By Aleksandr Solzhenitsyn
Translated by H.T. Willets
New York: The Noonday Press, Farrar, Straus and Giroux, 1991
ISBN: 0-374-52195-6
182 pages

Bob Corbett
October 2014

The title is very clear, but I would think few readers would be quite prepared for what follows. This is just exactly like a thoughtful diary of someone who was in prison and decided to give a detailed description of one single day, one that would deal with all that was most typical of the day to day life in a Soviet gulag.

Shukhov (Ivan Denisovich’s everyday name) has been in prison for 8 years. He was given a ten year sentence, which would amount to 3,653 days (with the three extra days for leap years). However, it is never certain that you will even be released at the end of your sentence; they may just decide to add on more time. It is bitter cold in winter. He has his number, Shcha 854 on his wrist.

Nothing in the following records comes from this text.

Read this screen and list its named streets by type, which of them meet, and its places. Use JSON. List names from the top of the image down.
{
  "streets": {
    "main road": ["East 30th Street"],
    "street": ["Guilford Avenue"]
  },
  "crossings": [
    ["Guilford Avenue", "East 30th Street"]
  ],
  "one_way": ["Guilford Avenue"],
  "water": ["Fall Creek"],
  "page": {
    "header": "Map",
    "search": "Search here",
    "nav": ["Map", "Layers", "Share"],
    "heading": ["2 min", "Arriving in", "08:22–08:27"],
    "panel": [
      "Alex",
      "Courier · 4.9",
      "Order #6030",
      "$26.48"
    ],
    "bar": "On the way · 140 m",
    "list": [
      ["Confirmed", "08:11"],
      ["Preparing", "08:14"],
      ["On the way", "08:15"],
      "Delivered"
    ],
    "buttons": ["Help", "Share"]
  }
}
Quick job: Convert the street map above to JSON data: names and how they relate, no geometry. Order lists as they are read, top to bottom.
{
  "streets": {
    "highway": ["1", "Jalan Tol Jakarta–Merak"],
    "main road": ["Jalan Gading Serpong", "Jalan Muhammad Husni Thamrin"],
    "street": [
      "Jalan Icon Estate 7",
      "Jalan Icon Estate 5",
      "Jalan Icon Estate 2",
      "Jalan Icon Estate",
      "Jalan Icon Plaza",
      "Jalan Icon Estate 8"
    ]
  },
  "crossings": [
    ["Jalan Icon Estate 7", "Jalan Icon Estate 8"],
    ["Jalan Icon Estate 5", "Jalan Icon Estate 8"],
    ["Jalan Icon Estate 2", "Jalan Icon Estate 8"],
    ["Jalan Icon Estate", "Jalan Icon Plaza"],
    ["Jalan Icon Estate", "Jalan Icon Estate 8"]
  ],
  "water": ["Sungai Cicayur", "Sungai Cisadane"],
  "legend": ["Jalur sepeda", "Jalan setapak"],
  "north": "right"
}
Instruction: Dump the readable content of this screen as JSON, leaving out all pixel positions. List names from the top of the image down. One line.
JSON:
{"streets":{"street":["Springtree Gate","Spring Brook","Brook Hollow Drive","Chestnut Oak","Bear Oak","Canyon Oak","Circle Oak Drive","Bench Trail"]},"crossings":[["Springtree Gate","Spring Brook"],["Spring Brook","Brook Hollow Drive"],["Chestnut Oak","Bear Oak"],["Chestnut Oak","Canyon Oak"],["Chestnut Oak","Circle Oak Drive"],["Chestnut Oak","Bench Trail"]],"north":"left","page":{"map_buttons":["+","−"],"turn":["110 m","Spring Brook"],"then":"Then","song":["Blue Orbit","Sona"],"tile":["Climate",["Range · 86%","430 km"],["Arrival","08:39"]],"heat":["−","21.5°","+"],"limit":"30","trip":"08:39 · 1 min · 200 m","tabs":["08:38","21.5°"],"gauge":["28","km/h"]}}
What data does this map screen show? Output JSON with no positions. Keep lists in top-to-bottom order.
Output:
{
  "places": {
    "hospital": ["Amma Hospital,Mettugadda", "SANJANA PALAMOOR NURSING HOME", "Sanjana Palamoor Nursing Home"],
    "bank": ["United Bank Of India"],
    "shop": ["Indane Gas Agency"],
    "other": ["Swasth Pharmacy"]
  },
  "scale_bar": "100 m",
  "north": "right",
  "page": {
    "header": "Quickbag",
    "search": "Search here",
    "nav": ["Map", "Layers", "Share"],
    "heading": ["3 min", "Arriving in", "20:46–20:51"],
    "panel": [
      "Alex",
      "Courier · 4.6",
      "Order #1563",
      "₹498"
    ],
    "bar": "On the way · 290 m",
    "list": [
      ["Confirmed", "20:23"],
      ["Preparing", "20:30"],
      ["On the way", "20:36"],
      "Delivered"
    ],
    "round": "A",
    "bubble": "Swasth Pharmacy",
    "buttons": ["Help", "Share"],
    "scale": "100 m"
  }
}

In his case he didn’t actually commit any crime. The novel is set at the beginning of 1951. He left home in 1941 for the war and was captured by the Germans and eventually escaped. However, when he got home he was accused of being a German spy and sentenced to 10 years in the camp. He’s been there since. He wasn’t a spy, but that didn’t matter in 1941; he was accused of being a spy and it was easier and safer to send him to prison than not.

He was sent to a prison in the bitter cold north of Russia. The narrator emphasizes the terribly difficult situation, yet there are ways one can learn to simply survive, and within that set of unwritten rules they live out their lives day by day. And that is what this novel does: it lays out a typical day. It’s not even the story of a 24 hour day. Rather it is a description of waking up in the morning and it runs until lights out and one can go to sleep at night; perhaps 15 to 17 hours.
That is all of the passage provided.